Tracing the development of high tech flying helmets for frontline pilots.
Flying wearing a helmet mounted sight, a pilot only has to look at the target to cue the onboard weapons, while the data displayed in front of the pilot’s eyes frees the need to constantly look down at the cockpit displays, or even to look ahead through the Head Up Display (HUD).
The simple leather helmets worn by the earliest military aviators provided warmth in an open cockpit, but afforded little protection, and no extra functionality. Most aircrew also wore separate goggles, and sometimes a silk scarf over the unprotected lower part of the face. By the Second World War, helmets had gained oxygen masks and integral headphones. The arrival of the jet age saw the widespread introduction of ejection seats, and a hard outer shell was worn on the head, creating the first ‘bone dome’ or ‘brain bucket’. Goggles gave way to a visor, which was soon made integral with the helmet itself, but helmets themselves then changed very little until the 1970s and 1980s, though efforts were made to reduce their weight, to improve their comfort, and to provide better protection.
The development of night vision goggles in the 1960s and 1970s initially led to no major changes to helmet design. NVGs were typically mounted on the front of a helmet (usually replacing the visor) on a simple mount that allowed them to be swung down into the pilot’s sightline when required. Heavy batteries were sometimes Velcro’d to the back of the helmet to compensate for the additional weight at the front.

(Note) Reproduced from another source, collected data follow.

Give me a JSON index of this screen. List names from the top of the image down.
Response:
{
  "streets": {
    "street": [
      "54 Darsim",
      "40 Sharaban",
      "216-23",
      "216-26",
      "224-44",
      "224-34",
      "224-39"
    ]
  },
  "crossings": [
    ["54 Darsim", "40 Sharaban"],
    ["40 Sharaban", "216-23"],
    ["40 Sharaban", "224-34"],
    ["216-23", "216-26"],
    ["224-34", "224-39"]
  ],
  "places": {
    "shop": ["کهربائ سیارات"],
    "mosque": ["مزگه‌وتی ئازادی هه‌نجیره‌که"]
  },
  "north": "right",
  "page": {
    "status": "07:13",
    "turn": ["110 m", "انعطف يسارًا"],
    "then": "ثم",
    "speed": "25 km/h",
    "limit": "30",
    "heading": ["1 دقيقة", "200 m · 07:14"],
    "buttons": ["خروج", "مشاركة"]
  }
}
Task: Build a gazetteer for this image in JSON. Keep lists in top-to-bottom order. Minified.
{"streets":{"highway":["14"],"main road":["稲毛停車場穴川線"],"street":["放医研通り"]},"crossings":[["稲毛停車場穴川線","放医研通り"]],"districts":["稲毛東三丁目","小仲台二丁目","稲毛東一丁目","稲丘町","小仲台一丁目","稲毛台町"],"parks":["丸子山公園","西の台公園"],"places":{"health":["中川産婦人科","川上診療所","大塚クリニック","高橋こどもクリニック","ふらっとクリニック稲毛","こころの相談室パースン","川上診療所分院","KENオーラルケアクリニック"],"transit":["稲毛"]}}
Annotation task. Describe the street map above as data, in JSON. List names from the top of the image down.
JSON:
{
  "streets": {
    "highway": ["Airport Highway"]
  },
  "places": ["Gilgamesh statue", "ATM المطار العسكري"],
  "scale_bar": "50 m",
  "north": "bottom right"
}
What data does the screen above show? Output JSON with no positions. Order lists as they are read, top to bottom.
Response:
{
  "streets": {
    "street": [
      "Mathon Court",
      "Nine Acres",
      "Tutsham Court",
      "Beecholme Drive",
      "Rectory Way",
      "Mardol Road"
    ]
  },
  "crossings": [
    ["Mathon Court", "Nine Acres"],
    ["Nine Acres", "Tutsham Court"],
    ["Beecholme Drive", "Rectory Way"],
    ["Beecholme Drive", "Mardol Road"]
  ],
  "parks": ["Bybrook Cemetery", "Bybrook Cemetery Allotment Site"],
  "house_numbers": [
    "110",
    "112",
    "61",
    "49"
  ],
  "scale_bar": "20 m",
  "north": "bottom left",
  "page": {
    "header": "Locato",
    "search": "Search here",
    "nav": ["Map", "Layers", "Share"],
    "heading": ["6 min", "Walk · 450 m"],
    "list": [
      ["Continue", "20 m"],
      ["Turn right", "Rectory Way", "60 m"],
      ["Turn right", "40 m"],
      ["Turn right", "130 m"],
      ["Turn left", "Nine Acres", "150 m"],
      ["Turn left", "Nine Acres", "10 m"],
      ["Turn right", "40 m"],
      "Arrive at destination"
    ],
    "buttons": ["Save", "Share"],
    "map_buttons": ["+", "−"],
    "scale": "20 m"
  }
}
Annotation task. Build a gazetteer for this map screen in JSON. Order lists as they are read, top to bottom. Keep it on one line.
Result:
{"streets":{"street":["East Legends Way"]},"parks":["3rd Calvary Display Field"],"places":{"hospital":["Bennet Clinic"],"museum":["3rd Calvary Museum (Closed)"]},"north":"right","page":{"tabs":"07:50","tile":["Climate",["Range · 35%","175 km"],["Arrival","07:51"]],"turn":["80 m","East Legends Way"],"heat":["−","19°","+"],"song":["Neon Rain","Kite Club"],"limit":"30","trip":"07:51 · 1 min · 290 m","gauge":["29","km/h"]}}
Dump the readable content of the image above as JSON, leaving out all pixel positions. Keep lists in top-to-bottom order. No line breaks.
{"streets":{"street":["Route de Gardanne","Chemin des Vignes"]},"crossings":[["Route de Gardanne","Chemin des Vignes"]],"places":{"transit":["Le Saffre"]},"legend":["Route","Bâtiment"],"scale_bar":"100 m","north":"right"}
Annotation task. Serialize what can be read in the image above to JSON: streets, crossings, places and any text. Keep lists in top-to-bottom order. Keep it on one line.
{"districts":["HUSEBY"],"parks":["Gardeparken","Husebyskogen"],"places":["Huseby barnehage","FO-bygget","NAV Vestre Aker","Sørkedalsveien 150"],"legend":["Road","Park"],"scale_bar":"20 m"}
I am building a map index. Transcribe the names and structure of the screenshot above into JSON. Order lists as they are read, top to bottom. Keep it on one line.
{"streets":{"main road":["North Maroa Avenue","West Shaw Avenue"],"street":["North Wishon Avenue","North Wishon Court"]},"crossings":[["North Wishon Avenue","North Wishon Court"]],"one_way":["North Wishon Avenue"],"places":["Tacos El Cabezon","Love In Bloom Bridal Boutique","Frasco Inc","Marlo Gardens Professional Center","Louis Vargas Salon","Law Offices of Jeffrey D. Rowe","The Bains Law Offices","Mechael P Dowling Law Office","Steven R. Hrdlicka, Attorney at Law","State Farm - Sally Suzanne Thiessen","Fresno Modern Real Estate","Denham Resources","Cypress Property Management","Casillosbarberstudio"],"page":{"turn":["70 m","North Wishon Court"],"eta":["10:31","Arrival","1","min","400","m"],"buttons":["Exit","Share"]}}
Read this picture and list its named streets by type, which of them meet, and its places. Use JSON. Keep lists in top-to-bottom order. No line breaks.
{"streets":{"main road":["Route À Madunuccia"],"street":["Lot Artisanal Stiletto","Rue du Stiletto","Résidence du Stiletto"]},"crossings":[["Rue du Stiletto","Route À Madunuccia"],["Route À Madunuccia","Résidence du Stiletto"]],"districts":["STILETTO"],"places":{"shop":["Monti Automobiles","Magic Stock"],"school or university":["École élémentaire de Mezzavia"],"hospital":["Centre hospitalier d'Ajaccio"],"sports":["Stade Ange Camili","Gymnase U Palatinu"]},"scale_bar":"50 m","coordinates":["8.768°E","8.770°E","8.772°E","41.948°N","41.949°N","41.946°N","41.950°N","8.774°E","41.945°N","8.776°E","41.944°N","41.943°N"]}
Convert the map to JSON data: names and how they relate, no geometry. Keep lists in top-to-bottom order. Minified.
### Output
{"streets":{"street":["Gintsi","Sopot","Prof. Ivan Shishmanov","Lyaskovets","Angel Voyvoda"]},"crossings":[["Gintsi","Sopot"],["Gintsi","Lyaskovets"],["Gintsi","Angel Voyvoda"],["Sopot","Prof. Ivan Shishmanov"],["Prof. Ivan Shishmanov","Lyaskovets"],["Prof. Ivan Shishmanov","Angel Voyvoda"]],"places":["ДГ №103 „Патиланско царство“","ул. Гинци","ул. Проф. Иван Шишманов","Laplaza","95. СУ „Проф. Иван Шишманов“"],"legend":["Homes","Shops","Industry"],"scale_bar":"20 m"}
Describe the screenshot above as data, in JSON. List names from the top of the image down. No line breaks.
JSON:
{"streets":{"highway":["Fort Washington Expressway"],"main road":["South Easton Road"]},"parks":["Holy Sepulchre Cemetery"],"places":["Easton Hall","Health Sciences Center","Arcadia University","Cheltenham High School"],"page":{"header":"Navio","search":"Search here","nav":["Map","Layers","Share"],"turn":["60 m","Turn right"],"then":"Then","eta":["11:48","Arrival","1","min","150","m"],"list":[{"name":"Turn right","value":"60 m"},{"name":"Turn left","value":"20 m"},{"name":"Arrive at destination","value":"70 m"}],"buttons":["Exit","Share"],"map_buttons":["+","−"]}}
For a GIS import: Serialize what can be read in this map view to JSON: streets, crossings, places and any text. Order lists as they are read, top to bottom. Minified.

The next major change came with the development of missile cueing systems, which were designed to allow a fighter pilot to ‘point’ the seeker head of a missile at its target, rather than having to ‘boresight’ the enemy aircraft – manoeuvring to place the enemy aircraft centrally in the head up display where the missile seeker would ‘see’ it.
The first useable helmet mounted missile sight was probably the Honeywell Visual Target Acquisition System (VTAS) produced for the US Navy, with a ‘granny glass’ monocular eyepiece providing an aiming reticle, and comprehensive head trackers to allow the weapons system to work out exactly where the pilot was looking. The system could direct the radar where to point, which in turn cued the missile seeker, and there was a mode that allowed the helmet to directly cue the seeker. The system could also provide simple up/down left/right cues to direct the pilot’s eye onto a target.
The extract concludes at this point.